Close - the GPL requires that anyone that gets the executable code be able to get the source code. It doesn’t require that Glowforge make the source code accessible to anyone else, though anyone who gets the source code could redistribute it. The GPL doesn’t specify the mechanism for getting the source code - in “the olden days” programs complied with the GPL by telling people that they could write a letter to an address, and receive a 9-track tape back with the source code in a month or two, and required the requestor covered the cost of media and shipping. These days most programs put their source in GitHub or something similar, and they do so generally before it’s formally requested, and they make it public rather than restricting to their customers, but that is not required by the GPL.
As others pointed out, it doesn’t matter how many copies of the software are distributed, or whether you call it beta or release - the legal requirement is triggered by even one copy of the firmware going to even one customer - that customer has the legal right to request the source code and redistribute it to the world.

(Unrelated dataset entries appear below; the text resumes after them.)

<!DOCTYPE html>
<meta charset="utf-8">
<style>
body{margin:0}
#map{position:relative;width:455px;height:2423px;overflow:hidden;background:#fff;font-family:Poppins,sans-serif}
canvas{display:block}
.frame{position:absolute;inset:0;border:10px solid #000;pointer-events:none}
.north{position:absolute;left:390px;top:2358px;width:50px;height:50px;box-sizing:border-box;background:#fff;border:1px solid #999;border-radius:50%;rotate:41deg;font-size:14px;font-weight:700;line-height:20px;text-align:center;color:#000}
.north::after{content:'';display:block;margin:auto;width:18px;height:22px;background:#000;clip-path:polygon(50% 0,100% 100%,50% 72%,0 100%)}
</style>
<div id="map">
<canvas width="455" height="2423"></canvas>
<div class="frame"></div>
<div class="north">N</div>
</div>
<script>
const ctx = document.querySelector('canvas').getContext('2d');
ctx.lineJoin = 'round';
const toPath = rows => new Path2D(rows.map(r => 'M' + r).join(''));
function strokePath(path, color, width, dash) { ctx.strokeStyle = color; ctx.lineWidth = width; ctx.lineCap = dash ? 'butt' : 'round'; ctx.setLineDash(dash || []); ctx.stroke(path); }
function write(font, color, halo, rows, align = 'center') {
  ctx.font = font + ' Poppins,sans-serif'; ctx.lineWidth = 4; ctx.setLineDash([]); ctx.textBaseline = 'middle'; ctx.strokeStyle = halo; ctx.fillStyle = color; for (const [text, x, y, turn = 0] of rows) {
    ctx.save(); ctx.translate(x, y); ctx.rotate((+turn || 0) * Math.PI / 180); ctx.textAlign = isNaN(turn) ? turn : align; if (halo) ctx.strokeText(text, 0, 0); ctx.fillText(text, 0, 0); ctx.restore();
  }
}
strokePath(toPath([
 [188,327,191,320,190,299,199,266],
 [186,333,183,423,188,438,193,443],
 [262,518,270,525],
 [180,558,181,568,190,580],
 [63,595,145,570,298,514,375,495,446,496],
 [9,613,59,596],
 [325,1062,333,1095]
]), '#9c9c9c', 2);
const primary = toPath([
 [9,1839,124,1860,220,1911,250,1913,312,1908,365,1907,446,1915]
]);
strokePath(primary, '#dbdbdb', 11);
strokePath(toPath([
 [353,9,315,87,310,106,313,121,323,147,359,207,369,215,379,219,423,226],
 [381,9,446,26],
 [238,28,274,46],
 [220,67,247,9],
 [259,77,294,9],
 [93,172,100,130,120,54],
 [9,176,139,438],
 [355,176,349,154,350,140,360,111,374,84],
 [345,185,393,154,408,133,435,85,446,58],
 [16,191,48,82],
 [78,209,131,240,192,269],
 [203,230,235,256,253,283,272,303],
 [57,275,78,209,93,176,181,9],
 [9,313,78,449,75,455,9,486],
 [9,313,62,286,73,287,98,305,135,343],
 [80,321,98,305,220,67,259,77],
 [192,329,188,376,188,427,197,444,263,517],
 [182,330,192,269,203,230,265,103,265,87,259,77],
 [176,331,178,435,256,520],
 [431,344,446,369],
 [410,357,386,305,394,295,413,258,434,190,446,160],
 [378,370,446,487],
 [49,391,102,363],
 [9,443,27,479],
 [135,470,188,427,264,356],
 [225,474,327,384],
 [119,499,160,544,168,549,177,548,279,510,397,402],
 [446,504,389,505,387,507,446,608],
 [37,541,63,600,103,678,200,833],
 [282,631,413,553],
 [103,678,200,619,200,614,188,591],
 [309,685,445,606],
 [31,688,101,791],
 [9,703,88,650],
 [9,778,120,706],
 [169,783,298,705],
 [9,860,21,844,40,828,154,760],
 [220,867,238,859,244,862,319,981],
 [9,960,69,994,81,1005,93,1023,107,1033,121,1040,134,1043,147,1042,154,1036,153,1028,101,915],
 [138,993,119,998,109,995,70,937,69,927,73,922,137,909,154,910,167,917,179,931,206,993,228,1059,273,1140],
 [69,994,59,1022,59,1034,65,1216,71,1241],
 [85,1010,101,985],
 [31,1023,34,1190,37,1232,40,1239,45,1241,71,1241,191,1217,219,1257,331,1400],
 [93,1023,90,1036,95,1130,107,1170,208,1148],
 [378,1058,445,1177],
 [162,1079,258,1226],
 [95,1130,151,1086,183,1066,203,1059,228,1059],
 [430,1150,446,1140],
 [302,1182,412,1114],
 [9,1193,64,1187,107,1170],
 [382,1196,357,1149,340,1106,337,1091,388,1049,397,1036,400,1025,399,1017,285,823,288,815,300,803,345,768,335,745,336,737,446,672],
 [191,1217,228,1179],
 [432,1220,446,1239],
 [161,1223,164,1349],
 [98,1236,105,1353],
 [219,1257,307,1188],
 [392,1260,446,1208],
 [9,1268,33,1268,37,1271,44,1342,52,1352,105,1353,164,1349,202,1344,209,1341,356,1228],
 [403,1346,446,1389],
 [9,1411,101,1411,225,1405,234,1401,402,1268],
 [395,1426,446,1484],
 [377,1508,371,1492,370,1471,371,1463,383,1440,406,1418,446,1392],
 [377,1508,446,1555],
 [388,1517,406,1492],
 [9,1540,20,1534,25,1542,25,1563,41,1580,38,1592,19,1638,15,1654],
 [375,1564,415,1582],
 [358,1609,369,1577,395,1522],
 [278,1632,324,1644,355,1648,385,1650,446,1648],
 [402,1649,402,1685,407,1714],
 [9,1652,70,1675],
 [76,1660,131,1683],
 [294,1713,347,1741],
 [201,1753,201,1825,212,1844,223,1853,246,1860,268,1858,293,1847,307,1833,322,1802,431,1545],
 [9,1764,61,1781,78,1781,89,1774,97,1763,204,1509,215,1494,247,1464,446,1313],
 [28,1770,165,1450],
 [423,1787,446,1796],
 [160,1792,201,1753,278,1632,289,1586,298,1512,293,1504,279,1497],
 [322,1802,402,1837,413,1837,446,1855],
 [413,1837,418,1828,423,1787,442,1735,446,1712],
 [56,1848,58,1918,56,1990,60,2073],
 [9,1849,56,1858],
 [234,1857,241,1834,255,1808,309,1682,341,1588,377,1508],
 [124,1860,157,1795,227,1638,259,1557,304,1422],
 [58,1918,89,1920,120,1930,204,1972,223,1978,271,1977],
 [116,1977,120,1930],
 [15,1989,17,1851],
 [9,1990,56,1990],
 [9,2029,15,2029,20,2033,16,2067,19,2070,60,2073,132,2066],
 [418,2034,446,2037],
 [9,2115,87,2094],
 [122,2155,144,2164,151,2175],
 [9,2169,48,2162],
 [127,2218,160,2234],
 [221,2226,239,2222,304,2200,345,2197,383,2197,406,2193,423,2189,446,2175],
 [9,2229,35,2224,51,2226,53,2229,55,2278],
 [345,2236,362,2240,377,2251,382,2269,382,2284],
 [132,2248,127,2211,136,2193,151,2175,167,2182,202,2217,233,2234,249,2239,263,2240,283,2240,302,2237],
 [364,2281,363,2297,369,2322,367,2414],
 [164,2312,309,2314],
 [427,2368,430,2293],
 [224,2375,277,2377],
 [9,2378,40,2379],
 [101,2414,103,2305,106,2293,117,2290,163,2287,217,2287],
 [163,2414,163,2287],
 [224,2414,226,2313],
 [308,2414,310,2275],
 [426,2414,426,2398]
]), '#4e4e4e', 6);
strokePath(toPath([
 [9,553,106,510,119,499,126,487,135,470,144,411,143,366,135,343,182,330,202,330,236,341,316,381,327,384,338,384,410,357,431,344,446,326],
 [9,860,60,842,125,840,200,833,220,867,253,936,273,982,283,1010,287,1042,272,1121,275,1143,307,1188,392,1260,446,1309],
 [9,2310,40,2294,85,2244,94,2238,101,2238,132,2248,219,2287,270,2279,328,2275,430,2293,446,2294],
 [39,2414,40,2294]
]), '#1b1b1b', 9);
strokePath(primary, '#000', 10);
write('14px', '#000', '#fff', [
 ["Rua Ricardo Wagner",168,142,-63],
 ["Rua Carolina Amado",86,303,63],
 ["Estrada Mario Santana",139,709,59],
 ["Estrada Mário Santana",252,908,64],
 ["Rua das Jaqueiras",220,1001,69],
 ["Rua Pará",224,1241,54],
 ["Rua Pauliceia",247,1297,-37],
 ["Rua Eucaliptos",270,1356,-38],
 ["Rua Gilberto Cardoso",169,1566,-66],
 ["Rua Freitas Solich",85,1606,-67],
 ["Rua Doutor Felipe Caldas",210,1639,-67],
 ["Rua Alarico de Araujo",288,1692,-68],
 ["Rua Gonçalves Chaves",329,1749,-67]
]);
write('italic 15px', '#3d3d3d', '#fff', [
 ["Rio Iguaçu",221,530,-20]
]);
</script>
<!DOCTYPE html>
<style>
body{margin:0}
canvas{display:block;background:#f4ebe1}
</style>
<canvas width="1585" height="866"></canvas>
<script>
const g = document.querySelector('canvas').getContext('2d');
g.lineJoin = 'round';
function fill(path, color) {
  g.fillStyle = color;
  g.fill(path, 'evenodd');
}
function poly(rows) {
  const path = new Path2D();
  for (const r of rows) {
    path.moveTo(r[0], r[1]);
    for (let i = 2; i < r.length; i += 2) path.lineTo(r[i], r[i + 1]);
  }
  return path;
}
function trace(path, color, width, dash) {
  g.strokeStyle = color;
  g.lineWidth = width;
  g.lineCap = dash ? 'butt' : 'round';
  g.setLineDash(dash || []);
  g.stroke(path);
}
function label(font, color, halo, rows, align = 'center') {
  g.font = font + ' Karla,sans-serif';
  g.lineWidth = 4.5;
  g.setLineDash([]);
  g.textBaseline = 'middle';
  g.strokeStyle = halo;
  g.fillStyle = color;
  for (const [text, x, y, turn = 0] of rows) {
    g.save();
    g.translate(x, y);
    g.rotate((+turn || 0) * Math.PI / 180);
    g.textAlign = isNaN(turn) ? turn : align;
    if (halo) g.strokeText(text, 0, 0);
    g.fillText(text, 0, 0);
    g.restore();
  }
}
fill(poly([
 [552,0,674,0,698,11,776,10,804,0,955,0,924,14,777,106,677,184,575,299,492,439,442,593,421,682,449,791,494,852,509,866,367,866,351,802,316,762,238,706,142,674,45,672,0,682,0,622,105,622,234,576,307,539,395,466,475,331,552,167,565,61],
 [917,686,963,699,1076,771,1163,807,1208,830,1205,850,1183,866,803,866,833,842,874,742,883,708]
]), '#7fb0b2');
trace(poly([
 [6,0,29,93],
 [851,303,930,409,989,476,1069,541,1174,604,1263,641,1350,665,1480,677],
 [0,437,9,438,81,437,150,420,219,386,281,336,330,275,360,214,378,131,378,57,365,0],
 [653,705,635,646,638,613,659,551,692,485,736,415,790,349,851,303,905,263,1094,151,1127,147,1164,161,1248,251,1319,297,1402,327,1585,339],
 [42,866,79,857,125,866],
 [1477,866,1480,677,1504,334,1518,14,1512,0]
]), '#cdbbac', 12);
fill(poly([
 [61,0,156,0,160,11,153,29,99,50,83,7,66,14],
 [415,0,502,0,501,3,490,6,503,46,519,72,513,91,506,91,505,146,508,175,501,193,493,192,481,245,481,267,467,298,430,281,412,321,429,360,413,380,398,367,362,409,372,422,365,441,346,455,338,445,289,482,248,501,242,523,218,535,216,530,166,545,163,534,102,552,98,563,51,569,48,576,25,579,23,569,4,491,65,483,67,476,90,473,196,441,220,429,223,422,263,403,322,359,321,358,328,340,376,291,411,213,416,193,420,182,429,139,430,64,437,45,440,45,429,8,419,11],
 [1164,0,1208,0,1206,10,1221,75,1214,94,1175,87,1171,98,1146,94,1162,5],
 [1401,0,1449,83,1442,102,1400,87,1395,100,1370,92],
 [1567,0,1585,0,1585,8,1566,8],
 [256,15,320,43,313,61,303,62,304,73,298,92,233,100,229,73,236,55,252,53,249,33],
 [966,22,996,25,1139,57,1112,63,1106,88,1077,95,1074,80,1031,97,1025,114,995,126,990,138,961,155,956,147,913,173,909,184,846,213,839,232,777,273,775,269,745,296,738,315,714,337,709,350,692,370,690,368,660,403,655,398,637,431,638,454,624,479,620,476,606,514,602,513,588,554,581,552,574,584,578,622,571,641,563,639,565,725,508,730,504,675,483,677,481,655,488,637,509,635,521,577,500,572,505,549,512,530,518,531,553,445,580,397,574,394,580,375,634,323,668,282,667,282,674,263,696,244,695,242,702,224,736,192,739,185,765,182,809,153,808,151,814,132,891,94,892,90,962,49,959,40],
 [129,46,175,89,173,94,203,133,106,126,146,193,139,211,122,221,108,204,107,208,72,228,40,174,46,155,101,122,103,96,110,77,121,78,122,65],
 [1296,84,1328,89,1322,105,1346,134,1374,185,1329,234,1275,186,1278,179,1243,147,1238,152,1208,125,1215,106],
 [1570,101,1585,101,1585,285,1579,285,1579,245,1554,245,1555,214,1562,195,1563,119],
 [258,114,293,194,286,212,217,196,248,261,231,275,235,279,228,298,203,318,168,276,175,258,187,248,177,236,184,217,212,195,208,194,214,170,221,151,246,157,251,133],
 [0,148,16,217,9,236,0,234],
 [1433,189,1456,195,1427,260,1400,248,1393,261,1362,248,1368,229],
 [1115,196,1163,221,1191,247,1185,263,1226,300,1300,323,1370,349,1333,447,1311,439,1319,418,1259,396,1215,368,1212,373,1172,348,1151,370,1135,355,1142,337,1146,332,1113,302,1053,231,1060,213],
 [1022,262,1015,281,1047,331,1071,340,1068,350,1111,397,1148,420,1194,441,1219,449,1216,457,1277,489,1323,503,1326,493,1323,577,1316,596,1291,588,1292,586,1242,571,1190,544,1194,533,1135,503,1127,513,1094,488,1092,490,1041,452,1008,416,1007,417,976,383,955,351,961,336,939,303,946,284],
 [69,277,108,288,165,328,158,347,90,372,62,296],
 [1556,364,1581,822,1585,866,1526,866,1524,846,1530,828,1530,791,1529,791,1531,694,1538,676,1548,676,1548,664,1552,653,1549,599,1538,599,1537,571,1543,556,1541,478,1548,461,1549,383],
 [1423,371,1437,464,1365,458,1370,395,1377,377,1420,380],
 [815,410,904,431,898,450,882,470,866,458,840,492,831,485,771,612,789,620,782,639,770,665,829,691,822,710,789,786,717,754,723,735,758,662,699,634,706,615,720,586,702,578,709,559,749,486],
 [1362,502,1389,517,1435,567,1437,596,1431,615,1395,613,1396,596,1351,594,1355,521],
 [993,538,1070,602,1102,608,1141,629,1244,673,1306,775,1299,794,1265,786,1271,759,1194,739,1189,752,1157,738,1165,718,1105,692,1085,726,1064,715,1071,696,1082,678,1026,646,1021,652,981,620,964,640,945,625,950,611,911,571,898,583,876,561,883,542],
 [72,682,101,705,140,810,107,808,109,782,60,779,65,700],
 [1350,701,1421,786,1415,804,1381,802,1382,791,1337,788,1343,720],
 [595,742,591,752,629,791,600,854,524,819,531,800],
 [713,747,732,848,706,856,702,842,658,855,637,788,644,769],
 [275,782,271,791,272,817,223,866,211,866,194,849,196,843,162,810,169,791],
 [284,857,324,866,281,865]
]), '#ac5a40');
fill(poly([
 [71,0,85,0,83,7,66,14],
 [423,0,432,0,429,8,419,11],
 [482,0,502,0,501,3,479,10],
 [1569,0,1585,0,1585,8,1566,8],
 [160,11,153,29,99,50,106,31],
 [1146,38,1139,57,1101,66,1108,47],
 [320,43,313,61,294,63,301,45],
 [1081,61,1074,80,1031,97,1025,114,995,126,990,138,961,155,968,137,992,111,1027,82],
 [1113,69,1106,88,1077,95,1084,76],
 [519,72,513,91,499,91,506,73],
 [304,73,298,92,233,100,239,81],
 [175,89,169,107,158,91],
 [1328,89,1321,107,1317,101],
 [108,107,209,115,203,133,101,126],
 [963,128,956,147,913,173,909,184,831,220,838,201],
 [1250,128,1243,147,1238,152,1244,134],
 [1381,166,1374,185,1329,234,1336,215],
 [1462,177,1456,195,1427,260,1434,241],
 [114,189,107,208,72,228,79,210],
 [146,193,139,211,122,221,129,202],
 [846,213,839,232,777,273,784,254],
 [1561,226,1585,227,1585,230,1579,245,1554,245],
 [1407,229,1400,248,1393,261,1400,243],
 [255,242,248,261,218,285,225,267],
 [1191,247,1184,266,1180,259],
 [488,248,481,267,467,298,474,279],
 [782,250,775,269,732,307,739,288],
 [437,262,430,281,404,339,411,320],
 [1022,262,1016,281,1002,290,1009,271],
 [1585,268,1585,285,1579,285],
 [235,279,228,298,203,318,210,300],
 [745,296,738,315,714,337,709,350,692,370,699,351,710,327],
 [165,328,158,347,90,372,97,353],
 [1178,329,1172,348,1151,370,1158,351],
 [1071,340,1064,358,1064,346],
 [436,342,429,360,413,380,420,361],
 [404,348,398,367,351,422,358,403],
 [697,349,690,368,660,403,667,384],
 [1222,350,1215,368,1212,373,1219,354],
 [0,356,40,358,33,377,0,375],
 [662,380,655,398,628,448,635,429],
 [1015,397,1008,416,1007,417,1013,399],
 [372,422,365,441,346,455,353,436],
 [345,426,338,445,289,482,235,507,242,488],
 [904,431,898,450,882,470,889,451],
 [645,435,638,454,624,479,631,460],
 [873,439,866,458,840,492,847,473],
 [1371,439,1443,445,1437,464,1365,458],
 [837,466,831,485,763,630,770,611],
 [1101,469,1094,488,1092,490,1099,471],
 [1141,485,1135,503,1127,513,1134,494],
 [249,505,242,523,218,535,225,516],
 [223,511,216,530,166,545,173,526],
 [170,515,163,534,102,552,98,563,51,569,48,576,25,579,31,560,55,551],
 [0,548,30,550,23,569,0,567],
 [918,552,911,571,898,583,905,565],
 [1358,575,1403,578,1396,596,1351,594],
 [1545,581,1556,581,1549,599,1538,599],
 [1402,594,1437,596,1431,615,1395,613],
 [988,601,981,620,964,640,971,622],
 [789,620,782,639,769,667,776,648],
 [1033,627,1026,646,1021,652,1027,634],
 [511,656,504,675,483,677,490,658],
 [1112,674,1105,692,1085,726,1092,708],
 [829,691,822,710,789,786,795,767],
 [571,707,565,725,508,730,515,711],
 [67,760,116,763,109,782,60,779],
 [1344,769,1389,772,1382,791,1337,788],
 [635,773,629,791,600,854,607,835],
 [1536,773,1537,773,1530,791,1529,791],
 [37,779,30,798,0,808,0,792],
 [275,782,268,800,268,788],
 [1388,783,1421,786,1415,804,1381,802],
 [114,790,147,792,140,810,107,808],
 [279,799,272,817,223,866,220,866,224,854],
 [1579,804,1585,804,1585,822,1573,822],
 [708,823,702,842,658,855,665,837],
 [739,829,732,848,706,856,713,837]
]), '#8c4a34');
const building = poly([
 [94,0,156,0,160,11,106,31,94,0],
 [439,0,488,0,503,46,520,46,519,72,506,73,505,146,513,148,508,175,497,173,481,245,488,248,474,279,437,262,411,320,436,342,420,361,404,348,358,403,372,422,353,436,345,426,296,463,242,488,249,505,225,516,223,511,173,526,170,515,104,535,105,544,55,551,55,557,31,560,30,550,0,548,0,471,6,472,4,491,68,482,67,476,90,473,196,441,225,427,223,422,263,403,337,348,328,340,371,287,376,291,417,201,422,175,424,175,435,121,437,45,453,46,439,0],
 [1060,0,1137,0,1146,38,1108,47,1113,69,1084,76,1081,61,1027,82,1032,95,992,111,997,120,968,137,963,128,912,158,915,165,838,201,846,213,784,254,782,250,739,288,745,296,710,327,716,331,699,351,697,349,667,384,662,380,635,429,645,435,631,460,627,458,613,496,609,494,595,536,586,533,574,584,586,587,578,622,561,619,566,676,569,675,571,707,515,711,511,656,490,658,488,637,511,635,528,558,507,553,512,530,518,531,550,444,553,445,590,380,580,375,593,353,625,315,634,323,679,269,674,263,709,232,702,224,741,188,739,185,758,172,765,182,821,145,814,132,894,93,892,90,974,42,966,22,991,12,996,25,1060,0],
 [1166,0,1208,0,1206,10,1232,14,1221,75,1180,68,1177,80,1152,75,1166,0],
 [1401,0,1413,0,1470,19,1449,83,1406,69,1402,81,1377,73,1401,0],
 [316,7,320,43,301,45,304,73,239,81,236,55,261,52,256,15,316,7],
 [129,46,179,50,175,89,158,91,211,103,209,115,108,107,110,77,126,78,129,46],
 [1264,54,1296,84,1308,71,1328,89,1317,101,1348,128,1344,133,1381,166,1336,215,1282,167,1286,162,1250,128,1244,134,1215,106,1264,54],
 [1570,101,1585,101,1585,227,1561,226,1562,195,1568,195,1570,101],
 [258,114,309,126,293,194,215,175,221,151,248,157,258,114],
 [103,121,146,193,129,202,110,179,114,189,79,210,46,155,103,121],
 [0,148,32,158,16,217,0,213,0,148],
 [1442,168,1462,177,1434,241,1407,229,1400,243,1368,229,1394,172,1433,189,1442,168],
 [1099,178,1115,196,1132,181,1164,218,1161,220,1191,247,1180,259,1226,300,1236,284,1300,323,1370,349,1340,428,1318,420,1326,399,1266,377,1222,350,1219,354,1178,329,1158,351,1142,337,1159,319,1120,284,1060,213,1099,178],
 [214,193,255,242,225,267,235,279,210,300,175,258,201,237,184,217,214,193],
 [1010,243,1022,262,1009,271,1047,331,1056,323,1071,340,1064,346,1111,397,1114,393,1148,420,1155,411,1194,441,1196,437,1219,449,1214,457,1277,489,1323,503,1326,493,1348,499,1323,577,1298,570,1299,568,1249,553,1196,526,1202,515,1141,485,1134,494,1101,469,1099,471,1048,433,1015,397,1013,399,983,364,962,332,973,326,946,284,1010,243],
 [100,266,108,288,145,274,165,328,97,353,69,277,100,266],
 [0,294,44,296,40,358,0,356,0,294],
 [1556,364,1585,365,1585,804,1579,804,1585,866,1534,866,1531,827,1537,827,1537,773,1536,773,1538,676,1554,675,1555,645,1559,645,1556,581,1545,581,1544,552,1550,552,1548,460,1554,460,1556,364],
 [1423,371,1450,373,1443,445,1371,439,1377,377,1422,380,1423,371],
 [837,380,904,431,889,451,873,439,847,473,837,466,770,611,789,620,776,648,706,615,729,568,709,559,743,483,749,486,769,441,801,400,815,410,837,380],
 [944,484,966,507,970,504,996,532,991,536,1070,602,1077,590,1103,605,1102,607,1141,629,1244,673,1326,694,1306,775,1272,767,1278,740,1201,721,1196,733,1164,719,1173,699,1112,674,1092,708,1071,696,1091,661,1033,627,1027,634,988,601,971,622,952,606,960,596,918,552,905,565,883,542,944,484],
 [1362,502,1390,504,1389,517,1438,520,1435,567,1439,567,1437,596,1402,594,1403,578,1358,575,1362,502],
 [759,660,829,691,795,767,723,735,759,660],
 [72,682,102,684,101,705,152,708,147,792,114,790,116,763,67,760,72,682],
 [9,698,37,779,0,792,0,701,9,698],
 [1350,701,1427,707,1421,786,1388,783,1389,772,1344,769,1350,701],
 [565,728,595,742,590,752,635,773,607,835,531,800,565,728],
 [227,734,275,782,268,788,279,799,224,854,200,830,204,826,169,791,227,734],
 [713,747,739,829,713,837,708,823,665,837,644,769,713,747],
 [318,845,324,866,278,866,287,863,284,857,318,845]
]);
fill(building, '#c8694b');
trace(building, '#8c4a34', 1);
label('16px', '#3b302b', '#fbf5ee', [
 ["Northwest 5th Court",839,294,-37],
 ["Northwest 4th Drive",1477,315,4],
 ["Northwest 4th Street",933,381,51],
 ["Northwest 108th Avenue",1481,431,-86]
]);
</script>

Pragmatically, many companies delay releasing source until they feel “ready” so that’s not unusual - but if someone wanted to force the issue, the right to request the software was triggered the first time they shipped a printer to any non-employee. But that request would have to come from someone who received a Glowforge unit. IANAL, but I’d say that Glowforge is in compliance with the GPL (assuming there’s GPL’d code in the Glowforge) unless someone makes that request and is rejected.